▶ _EXERCISE BRIEF_: Word for word, write the lines below out again, with no pictures.

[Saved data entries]
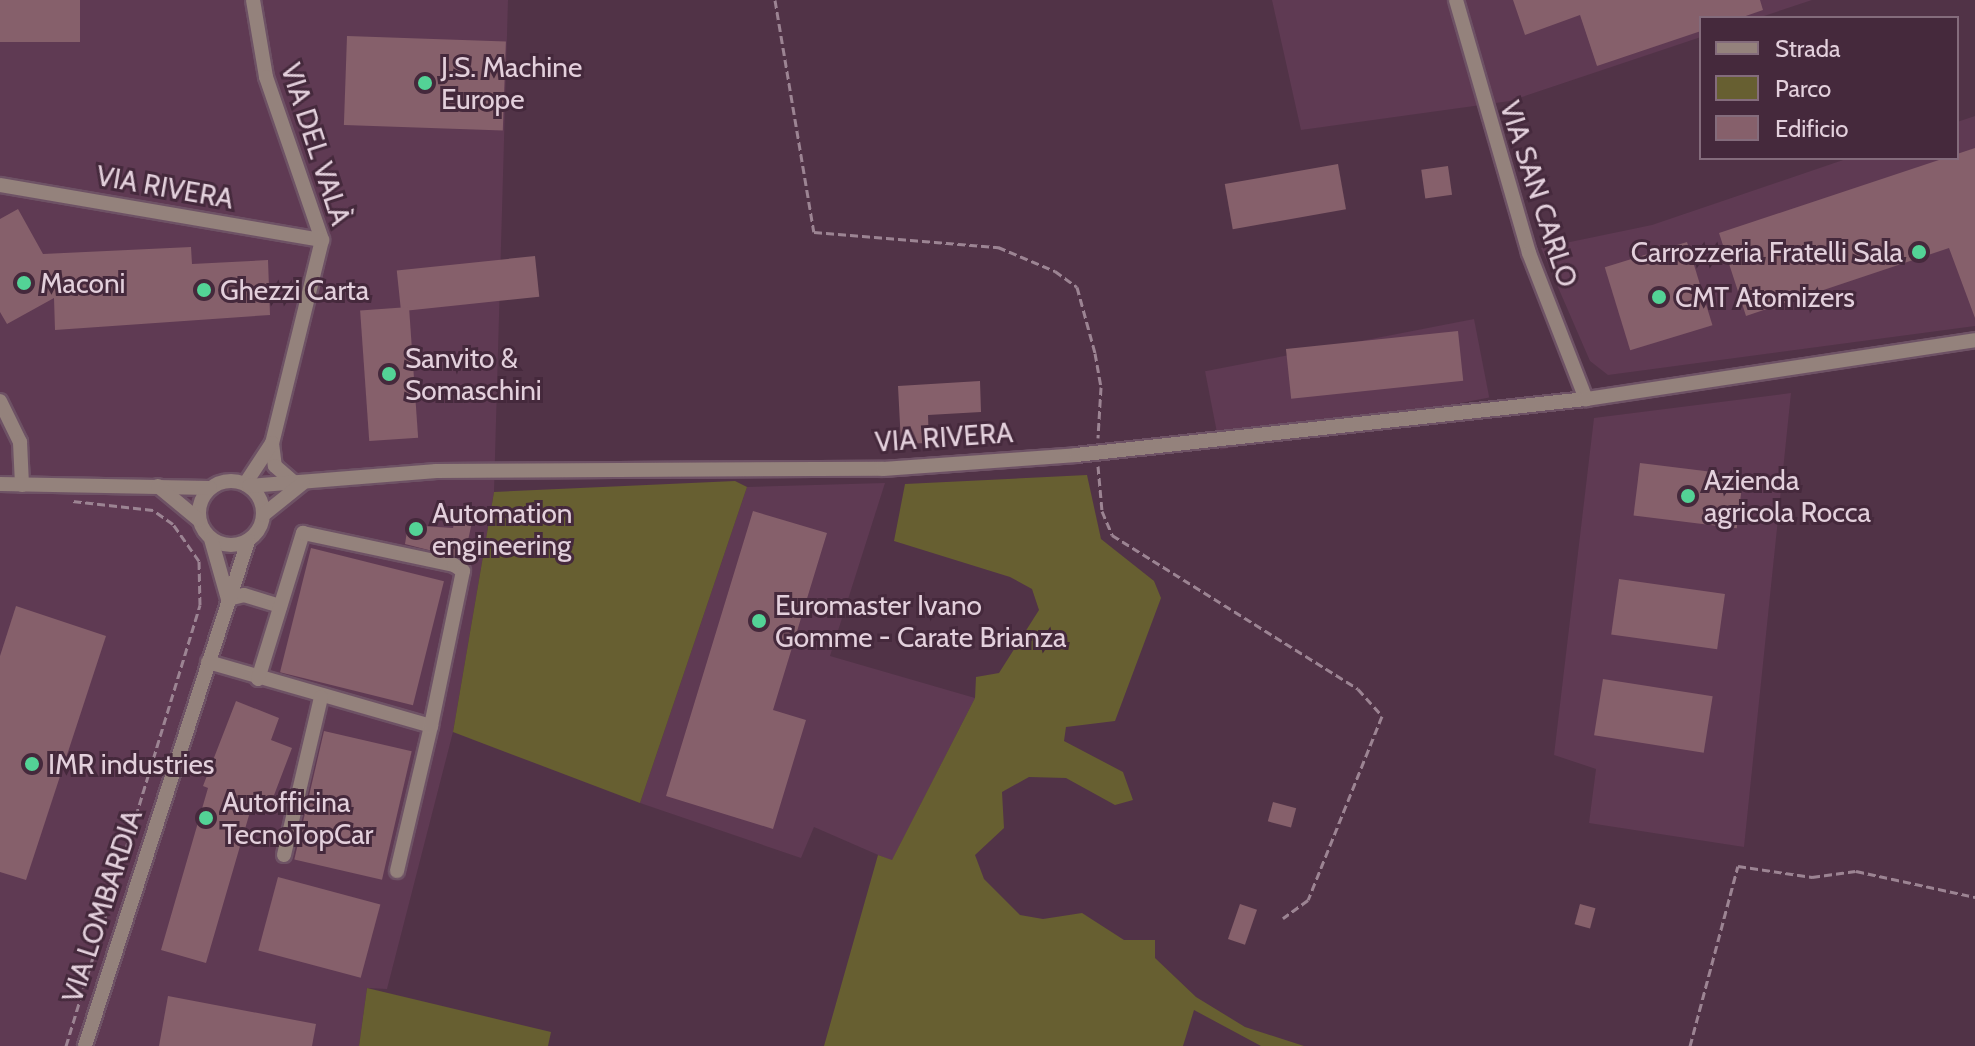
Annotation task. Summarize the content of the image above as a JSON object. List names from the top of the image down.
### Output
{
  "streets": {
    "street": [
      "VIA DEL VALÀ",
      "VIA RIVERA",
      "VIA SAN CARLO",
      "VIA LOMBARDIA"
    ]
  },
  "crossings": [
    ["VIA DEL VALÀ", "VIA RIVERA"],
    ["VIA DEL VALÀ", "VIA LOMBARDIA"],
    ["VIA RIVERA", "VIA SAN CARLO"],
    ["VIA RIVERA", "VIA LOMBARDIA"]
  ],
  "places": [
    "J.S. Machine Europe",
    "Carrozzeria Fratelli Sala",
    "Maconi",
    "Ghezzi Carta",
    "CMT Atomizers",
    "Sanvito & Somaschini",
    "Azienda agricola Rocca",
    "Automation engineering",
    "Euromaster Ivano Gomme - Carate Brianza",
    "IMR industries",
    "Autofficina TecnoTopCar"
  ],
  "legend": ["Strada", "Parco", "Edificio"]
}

▶ _TASK OUTPUT_:
Annotation task. Summarize the content of the image above as a JSON object. List names from the top of the image down.
### Output
{
  "streets": {
    "street": [
      "VIA DEL VALÀ",
      "VIA RIVERA",
      "VIA SAN CARLO",
      "VIA LOMBARDIA"
    ]
  },
  "crossings": [
    ["VIA DEL VALÀ", "VIA RIVERA"],
    ["VIA DEL VALÀ", "VIA LOMBARDIA"],
    ["VIA RIVERA", "VIA SAN CARLO"],
    ["VIA RIVERA", "VIA LOMBARDIA"]
  ],
  "places": [
    "J.S. Machine Europe",
    "Carrozzeria Fratelli Sala",
    "Maconi",
    "Ghezzi Carta",
    "CMT Atomizers",
    "Sanvito & Somaschini",
    "Azienda agricola Rocca",
    "Automation engineering",
    "Euromaster Ivano Gomme - Carate Brianza",
    "IMR industries",
    "Autofficina TecnoTopCar"
  ],
  "legend": ["Strada", "Parco", "Edificio"]
}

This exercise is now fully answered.